A GAM of Furrycat’s data shows a strong relationship between health and both hardiness and dexterity.
model <- gam(
formula = health ~
s(hardiness) +
s(fortitude) +
s(dexterity) +
s(endurance) +
s(intellect) +
s(cleverness) +
s(courage) +
s(dependability) +
s(power) +
s(fierceness) +
armor,
family = gaussian(),
data = normalized_df
)
##
## Family: gaussian
## Link function: identity
##
## Formula:
## health ~ s(hardiness) + s(fortitude) + s(dexterity) + s(endurance) +
## s(intellect) + s(cleverness) + s(courage) + s(dependability) +
## s(power) + s(fierceness) + armor
##
## Parametric coefficients:
## Estimate Std. Error t value Pr(>|t|)
## (Intercept) 7220.4688 0.3164 22824.003 <2e-16 ***
## armor -0.7493 0.9554 -0.784 0.433
## ---
## Signif. codes: 0 '***' 0.001 '**' 0.01 '*' 0.05 '.' 0.1 ' ' 1
##
## Approximate significance of smooth terms:
## edf Ref.df F p-value
## s(hardiness) 1.088 1.169 1.182e+07 <2e-16 ***
## s(fortitude) 1.000 1.000 5.140e-01 0.4737
## s(dexterity) 1.000 1.000 3.983e+05 <2e-16 ***
## s(endurance) 1.000 1.000 1.330e+00 0.2496
## s(intellect) 3.672 4.550 1.329e+00 0.2825
## s(cleverness) 1.000 1.000 6.630e-01 0.4159
## s(courage) 4.285 5.314 1.018e+00 0.4536
## s(dependability) 3.564 4.459 2.317e+00 0.0500 .

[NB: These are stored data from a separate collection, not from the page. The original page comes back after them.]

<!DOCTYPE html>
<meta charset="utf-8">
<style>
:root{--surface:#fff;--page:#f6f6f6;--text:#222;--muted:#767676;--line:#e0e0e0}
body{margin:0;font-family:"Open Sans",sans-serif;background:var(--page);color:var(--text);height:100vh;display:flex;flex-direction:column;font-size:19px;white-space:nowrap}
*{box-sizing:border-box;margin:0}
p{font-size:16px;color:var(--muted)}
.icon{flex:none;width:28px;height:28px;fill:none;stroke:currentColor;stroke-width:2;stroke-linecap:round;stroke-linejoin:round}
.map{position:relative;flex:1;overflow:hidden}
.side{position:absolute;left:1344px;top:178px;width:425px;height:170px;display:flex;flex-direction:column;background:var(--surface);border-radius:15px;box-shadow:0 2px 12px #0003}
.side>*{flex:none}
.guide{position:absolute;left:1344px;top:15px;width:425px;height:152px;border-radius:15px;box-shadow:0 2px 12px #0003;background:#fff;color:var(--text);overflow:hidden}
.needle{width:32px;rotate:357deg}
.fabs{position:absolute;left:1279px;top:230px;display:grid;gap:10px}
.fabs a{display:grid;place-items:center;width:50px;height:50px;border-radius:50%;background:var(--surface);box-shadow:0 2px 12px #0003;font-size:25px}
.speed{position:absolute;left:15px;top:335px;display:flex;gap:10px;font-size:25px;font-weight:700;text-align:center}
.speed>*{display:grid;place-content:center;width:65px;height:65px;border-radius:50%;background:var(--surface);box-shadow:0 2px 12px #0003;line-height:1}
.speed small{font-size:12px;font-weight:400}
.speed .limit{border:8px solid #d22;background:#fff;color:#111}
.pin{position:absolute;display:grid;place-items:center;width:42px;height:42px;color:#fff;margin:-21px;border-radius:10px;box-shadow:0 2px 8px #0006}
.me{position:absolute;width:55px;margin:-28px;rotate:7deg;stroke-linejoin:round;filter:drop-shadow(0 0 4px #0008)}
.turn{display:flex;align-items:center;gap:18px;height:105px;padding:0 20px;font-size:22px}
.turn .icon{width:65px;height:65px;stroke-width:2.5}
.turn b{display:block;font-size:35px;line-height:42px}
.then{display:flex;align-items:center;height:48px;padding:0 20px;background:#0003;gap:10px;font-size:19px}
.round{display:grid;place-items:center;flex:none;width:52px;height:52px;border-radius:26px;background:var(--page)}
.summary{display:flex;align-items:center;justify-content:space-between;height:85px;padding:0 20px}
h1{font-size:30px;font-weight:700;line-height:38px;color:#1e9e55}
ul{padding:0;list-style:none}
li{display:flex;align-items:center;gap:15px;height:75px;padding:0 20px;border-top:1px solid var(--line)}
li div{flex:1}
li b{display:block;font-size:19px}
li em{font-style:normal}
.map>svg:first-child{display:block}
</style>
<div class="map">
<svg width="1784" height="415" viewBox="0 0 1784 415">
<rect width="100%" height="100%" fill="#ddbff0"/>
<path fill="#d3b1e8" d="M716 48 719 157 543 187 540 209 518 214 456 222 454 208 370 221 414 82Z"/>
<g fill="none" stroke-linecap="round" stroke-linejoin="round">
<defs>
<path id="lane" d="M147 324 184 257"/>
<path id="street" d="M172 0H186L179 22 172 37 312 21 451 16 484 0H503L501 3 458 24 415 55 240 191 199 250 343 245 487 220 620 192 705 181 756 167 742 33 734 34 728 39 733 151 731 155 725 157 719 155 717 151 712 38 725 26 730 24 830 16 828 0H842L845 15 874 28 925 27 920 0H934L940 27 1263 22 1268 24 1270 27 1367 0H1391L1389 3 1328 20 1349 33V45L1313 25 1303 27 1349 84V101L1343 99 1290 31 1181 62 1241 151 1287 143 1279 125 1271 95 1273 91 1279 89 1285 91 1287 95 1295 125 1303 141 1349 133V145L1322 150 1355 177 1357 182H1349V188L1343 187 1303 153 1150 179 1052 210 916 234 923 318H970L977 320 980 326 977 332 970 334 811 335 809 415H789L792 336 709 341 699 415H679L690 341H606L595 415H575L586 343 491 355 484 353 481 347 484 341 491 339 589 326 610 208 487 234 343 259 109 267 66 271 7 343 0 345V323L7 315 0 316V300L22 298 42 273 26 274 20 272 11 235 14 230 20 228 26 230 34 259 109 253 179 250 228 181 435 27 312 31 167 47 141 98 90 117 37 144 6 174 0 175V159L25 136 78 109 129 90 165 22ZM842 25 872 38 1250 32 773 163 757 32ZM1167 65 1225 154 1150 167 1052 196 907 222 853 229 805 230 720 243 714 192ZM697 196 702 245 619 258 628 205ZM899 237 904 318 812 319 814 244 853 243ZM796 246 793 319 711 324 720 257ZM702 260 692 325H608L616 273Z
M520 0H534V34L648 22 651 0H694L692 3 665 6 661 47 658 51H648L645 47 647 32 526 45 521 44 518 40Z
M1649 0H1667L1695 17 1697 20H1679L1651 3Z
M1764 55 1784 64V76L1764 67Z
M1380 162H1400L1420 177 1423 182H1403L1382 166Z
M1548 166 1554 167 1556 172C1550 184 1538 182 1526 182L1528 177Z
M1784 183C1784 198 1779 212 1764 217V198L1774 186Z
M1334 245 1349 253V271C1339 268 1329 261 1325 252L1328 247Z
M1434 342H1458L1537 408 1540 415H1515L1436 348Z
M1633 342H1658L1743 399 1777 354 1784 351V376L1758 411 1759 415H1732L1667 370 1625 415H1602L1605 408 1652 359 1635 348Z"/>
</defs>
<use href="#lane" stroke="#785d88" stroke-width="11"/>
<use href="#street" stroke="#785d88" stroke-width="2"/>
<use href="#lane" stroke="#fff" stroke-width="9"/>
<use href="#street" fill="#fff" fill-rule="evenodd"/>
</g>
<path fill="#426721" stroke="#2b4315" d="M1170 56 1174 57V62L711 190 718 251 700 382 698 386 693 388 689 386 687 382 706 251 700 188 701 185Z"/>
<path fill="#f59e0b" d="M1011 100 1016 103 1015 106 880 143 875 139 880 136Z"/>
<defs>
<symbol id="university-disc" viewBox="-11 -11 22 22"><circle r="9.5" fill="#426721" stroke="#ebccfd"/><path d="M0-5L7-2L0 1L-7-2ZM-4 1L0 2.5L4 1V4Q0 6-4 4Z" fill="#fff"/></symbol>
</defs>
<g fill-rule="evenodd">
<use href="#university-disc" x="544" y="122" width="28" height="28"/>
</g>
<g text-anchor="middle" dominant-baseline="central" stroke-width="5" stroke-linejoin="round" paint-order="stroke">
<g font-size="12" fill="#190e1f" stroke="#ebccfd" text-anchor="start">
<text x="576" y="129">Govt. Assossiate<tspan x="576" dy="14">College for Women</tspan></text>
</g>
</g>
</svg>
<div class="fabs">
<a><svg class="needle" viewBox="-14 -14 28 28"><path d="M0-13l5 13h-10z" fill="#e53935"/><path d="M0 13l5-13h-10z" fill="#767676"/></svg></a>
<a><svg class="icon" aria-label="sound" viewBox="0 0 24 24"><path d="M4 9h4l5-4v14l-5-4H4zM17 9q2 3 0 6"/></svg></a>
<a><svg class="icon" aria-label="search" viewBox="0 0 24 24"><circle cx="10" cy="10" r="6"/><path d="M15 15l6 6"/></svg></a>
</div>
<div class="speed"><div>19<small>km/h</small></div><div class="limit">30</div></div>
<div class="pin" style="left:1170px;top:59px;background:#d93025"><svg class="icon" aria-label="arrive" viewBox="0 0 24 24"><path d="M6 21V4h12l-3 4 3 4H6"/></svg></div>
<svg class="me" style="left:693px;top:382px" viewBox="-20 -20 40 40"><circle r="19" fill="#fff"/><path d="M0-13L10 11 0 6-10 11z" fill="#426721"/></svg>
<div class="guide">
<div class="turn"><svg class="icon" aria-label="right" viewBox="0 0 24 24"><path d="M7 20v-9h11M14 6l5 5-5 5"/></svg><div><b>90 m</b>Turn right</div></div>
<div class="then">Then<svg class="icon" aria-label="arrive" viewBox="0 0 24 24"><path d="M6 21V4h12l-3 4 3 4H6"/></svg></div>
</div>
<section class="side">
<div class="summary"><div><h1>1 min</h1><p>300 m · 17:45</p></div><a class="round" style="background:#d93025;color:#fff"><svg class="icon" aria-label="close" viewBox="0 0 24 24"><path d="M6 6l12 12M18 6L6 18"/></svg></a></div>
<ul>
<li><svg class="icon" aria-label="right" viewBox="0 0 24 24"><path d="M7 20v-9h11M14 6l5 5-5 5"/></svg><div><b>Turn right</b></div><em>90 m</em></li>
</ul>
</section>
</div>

## s(power) 1.000 1.000 6.151e+00 0.0135 *
## s(fierceness) 1.000 1.000 3.228e+00 0.0731 .
## ---
## Signif. codes: 0 '***' 0.001 '**' 0.01 '*' 0.05 '.' 0.1 ' ' 1
##
## R-sq.(adj) = 1 Deviance explained = 100%
## GCV = 28.576 Scale est. = 27.14 n = 410
And GAM shows a linear relationships.
plot(model, select = 1)
plot(model, select = 3)
The linear model shows high correlation and low residuals.

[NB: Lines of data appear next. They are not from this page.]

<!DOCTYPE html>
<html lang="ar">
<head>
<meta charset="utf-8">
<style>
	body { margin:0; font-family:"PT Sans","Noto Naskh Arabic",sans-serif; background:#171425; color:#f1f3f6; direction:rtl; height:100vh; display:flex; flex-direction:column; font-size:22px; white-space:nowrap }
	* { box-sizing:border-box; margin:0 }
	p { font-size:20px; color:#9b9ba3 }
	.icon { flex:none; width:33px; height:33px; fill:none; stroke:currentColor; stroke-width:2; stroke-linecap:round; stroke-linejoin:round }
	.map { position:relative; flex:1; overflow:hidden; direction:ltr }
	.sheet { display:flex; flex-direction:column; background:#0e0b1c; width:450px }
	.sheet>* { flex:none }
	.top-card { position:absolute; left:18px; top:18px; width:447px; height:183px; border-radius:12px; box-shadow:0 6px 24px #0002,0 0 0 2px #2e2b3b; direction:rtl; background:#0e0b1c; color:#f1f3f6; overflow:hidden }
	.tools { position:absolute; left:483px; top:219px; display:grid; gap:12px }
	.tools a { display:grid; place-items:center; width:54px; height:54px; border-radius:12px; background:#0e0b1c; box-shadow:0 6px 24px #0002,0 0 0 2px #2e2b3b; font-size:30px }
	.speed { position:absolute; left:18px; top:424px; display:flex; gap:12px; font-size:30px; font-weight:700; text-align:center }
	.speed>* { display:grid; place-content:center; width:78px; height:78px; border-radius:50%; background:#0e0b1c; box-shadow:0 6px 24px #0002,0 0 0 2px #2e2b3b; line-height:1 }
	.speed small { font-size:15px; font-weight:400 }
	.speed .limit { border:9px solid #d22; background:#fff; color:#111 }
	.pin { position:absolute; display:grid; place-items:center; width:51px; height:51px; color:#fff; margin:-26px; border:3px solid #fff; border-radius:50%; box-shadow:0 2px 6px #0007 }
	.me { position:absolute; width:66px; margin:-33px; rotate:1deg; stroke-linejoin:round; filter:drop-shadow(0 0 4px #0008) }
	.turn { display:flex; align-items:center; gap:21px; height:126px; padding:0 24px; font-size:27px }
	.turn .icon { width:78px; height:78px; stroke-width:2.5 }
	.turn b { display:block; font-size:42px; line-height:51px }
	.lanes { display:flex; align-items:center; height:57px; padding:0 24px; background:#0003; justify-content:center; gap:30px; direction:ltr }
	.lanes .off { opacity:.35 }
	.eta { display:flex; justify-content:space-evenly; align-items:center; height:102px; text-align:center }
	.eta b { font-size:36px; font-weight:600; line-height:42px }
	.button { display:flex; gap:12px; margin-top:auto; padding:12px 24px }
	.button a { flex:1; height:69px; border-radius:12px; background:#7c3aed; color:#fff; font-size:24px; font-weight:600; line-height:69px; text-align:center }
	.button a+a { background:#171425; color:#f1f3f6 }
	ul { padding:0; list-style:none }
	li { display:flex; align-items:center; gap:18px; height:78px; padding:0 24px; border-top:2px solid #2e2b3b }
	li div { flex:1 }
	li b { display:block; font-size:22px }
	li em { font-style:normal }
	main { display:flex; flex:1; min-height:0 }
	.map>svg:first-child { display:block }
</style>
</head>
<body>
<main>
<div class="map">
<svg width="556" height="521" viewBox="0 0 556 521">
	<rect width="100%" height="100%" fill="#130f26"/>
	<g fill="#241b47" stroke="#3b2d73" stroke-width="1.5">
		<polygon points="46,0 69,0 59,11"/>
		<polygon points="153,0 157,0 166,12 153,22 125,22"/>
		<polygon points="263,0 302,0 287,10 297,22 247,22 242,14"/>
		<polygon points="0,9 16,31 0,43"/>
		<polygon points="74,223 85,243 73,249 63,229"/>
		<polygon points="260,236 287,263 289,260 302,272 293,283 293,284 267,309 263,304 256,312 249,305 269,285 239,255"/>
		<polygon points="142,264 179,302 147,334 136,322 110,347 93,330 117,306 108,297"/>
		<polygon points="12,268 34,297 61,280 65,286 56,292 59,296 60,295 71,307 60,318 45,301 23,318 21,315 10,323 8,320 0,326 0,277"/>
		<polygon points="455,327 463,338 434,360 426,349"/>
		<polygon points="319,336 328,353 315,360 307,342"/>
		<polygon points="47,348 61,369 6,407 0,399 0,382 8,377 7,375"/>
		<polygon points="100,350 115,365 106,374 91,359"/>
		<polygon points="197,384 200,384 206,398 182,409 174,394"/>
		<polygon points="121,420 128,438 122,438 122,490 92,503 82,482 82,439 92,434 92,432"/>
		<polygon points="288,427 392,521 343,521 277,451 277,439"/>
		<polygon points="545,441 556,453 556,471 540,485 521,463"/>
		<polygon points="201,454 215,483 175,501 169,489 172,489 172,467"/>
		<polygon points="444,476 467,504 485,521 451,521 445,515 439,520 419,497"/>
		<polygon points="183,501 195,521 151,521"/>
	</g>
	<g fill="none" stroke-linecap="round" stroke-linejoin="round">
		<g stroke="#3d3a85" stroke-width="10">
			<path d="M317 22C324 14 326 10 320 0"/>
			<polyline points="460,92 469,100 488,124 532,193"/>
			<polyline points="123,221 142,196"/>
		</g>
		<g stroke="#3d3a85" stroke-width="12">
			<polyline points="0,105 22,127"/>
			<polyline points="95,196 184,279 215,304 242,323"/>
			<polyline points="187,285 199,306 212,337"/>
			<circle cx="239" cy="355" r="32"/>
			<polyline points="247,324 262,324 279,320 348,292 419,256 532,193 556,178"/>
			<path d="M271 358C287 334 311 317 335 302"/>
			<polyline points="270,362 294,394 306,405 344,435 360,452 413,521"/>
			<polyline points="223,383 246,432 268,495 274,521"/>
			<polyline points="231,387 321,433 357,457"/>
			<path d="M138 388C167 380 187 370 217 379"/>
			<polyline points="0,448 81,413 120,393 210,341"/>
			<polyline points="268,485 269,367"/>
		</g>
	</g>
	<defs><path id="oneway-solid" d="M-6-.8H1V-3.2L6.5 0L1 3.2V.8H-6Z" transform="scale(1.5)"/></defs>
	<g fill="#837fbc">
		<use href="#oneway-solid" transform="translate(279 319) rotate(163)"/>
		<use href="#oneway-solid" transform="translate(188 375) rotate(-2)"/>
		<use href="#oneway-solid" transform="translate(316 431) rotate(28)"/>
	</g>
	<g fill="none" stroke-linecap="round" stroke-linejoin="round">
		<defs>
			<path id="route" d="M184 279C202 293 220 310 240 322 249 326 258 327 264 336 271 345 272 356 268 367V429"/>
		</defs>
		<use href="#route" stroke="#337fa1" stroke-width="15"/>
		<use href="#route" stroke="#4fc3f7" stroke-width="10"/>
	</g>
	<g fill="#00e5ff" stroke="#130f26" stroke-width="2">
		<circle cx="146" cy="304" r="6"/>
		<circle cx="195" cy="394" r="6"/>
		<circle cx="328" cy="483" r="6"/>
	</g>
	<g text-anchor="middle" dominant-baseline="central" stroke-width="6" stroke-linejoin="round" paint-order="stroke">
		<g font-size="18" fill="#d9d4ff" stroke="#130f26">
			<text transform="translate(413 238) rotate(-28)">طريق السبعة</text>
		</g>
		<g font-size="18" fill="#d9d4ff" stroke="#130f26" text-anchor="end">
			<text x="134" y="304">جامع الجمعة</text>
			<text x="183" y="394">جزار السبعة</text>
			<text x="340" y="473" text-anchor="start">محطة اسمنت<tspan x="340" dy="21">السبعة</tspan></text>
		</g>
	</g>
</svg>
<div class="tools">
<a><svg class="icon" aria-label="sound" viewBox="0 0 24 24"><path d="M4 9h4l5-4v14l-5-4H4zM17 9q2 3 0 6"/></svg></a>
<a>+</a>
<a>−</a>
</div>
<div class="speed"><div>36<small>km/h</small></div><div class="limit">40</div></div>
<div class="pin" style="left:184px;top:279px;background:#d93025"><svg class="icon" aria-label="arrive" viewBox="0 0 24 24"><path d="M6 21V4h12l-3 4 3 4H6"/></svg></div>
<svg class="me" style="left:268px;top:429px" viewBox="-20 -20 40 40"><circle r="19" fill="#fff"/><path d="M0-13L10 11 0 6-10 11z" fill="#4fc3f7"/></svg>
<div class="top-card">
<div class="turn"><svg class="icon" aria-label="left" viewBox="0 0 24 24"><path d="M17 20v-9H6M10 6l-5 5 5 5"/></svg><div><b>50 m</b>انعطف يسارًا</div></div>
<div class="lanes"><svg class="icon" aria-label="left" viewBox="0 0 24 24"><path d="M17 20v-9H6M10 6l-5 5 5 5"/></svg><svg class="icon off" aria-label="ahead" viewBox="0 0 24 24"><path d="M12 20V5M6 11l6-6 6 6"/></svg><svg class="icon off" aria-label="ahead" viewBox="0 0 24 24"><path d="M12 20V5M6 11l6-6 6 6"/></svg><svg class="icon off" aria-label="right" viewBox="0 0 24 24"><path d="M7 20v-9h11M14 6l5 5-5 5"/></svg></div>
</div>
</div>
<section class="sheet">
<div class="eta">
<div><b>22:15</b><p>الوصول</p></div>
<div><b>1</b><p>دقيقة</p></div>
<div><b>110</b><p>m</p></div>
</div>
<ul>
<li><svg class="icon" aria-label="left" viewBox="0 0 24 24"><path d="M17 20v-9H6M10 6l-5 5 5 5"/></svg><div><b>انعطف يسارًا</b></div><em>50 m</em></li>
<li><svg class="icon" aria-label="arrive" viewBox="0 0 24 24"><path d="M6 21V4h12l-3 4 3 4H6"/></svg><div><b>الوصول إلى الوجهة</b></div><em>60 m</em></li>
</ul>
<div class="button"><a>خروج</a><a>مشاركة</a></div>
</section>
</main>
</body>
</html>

model <- lm(health ~ hardiness + dexterity, data = normalized_df)
summary(model)
##
## Call:
## lm(formula = health ~ hardiness + dexterity, data = normalized_df)
##
## Residuals:
## Min 1Q Median 3Q Max
## -8.4247 -4.7295 0.7966 4.3744 7.8303
##
## Coefficients:
## Estimate Std. Error t value Pr(>|t|)
## (Intercept) 42.118743 0.602538 69.9 <2e-16 ***
## hardiness 14.958346 0.002312 6469.0 <2e-16 ***
## dexterity 2.992504 0.002671 1120.5 <2e-16 ***
## ---
## Signif. codes: 0 '***' 0.001 '**' 0.01 '*' 0.05 '.' 0.1 ' ' 1
##
## Residual standard error: 5.309 on 407 degrees of freedom
## Multiple R-squared: 1, Adjusted R-squared: 1
## F-statistic: 8.835e+07 on 2 and 407 DF, p-value: < 2.2e-16
And looks like this.
The residuals suggest that some of the error may be due to rounding.
Health is roughly captured by the following formula, \(health \approx 42 + 15 * hardiness + 3 * dexterity\). The final health is rounded.